Good morning. Here’s what you need to know.
– The S&P 500 closed over 2000 for the first time ever – just. Settling at 2000.02 after a new intraday high of 2005.04, stocks were buoyed by both more ebullience from European stocks markets on the prospect of QE from the ECB together with some solid US economic data.
– Durable goods orders surged 22.6% in July, largely on the back of some large Boeing orders, but non-defence capital goods were actually down 0.5%. The Case Shiller house price index was 0.2% with all cities lower than the previous month’s annual rate for the first time since 2008. But it was the huge jump in the Conference Board’s consumer confidence index to 92.4 this month which was the big news.
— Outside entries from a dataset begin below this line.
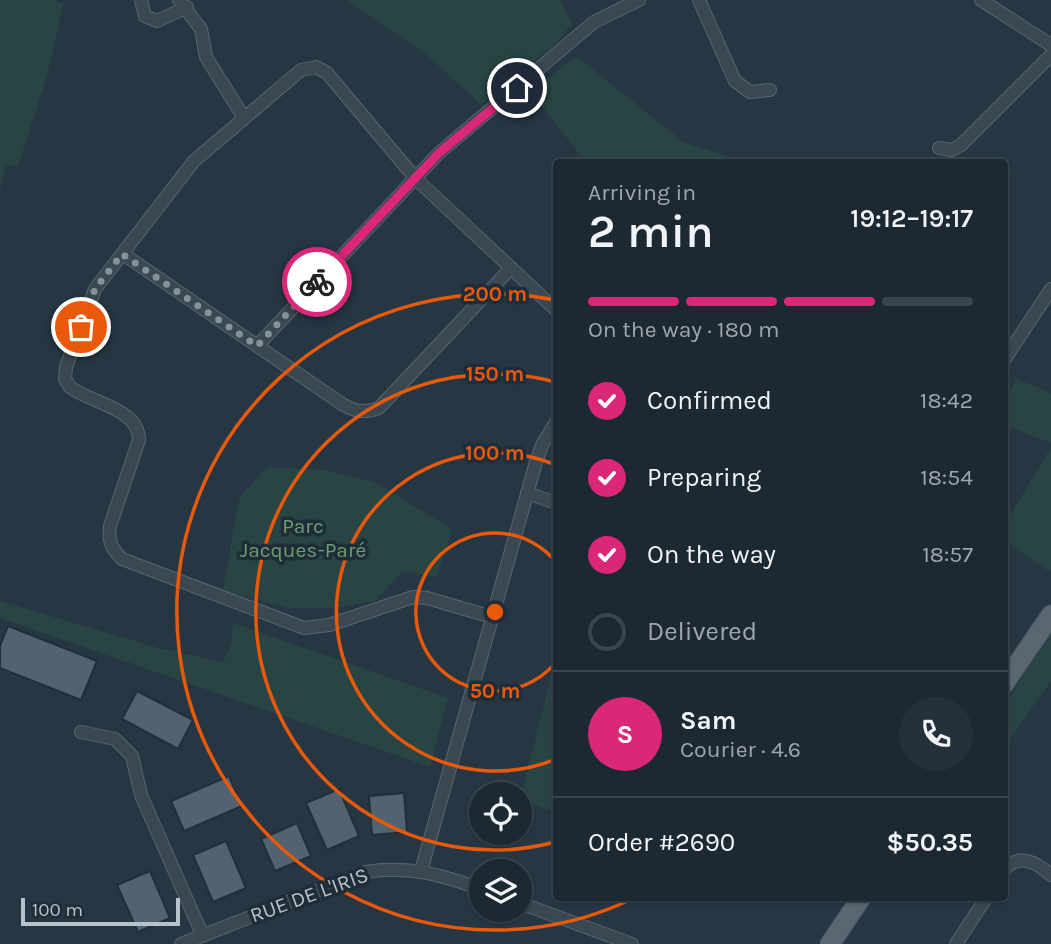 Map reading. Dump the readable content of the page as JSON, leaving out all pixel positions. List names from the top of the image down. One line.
{"streets":{"street":["RUE DE L'IRIS"]},"parks":["Parc Jacques-Paré"],"scale_bar":"100 m","page":{"heading":["2 min","Arriving in","19:12–19:17"],"panel":["Sam","Courier · 4.6","Order #2690","$50.35"],"bar":"On the way · 180 m","list":[["Confirmed","18:42"],["Preparing","18:54"],["On the way","18:57"],"Delivered"],"round":"S","scale":"100 m"},"rings":["200 m","150 m","100 m","50 m"]} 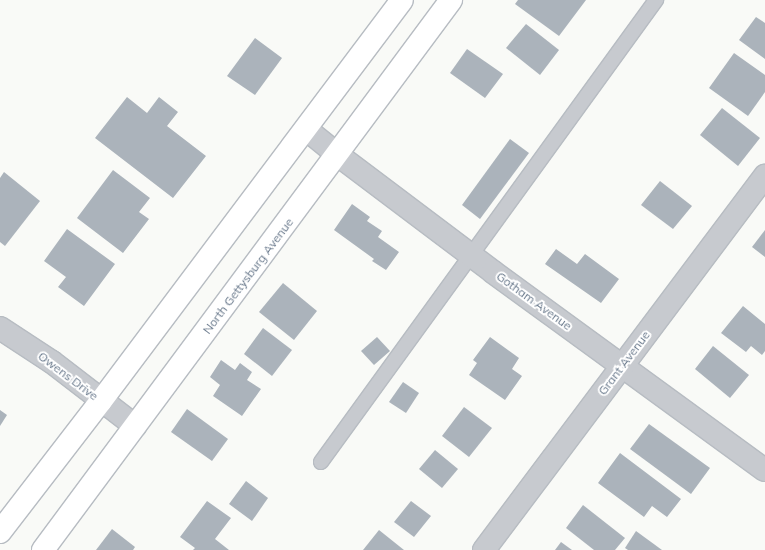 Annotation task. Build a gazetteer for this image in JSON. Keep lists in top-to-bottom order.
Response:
{
  "streets": {
    "main road": ["North Gettysburg Avenue"],
    "street": ["Gotham Avenue", "Grant Avenue", "Owens Drive"]
  },
  "crossings": [
    ["North Gettysburg Avenue", "Gotham Avenue"],
    ["North Gettysburg Avenue", "Owens Drive"],
    ["Gotham Avenue", "Grant Avenue"]
  ]
} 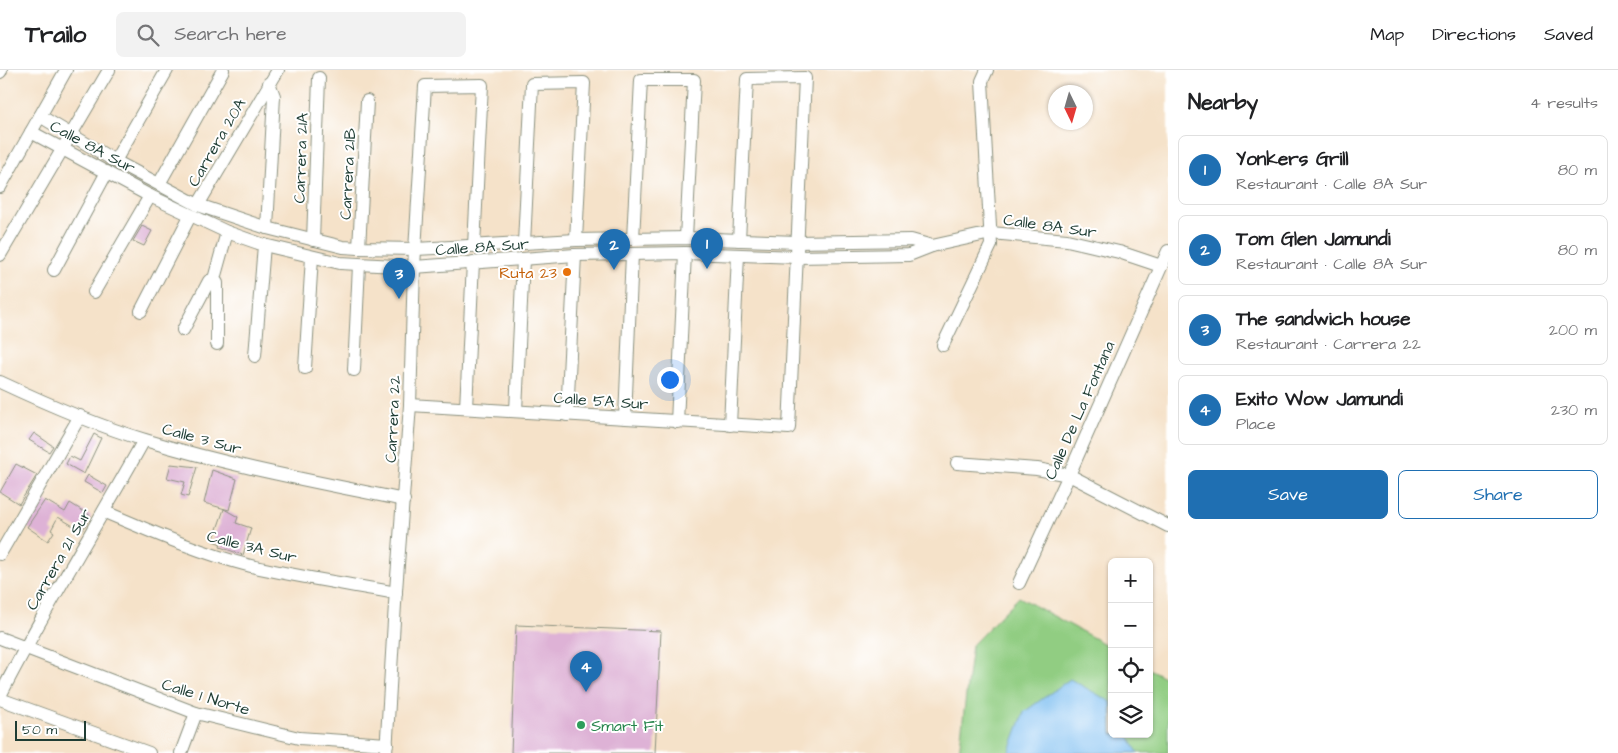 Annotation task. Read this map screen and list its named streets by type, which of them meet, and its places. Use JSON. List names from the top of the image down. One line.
{"streets":{"street":["Carrera 20A","Calle 8A Sur","Carrera 21A","Carrera 21B","Calle 5A Sur","Calle De La Fontana","Carrera 22","Calle 3 Sur","Calle 3A Sur","Carrera 21 Sur","Calle 1 Norte"]},"crossings":[["Carrera 20A","Calle 8A Sur"],["Calle 8A Sur","Carrera 21A"],["Calle 8A Sur","Carrera 21B"],["Calle 8A Sur","Calle 5A Sur"],["Calle 8A Sur","Calle De La Fontana"],["Calle 8A Sur","Carrera 22"],["Calle 5A Sur","Carrera 22"],["Carrera 22","Calle 3 Sur"],["Carrera 22","Calle 3A Sur"],["Carrera 22","Calle 1 Norte"],["Calle 3 Sur","Carrera 21 Sur"],["Calle 3A Sur","Carrera 21 Sur"],["Carrera 21 Sur","Calle 1 Norte"]],"places":["Ruta 23","Smart Fit"],"scale_bar":"50 m","north":"bottom","page":{"header":"Trailo","search":"Search here","nav":["Map","Directions","Saved"],"heading":["Nearby","4 results"],"list":[{"mark":"1","name":"Yonkers Grill","note":"Restaurant · Calle 8A Sur","value":"80 m"},{"mark":"2","name":"Tom Glen Jamundi","note":"Restaurant · Calle 8A Sur","value":"80 m"},{"mark":"3","name":"The sandwich house","note":"Restaurant · Carrera 22","value":"200 m"},{"mark":"4","name":"Exito Wow Jamundi","note":"Place","value":"230 m"}],"pins":["1","2","3","4"],"buttons":["Save","Share"],"map_buttons":["+","−"],"scale":"50 m"}}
This is the best result since October 2007, just after the collapse of Lehman Brothers.
– So at the close, as well as S&P 2000, we saw had the Dow up 0.18% to 17,107 and the Nasdaq up 0.3% to 4,571.
– In Europe, it’s all about free money and ECB QE. The FTSE rose 0.7% to 6,823, the DAX was 0.82% higher to 9,588 while the CAC was up 1.17% to 4,393. In Milan and Madrid, stocks rose 1.33% and 1.28% respectively.
– Locally, in overnight futures trade the SPI 200 September contract was up 8 points to 5605. The miners will have a little bit of relief given iron ore lifted 29 cents a tonne overnight to $89.54, but the price action on the local market hasn’t been very constructive the past couple of days, so the outlook is a little uncertain.
– In Asia yesterday, it was a poor day for stocks with the Nikkei down 0.59% to 15,521 and the Hang Seng off 0.37% to 25,075. Stocks in Shanghai are perilously close to big break of 2200 with a fall of 1% yesterday to 2,207.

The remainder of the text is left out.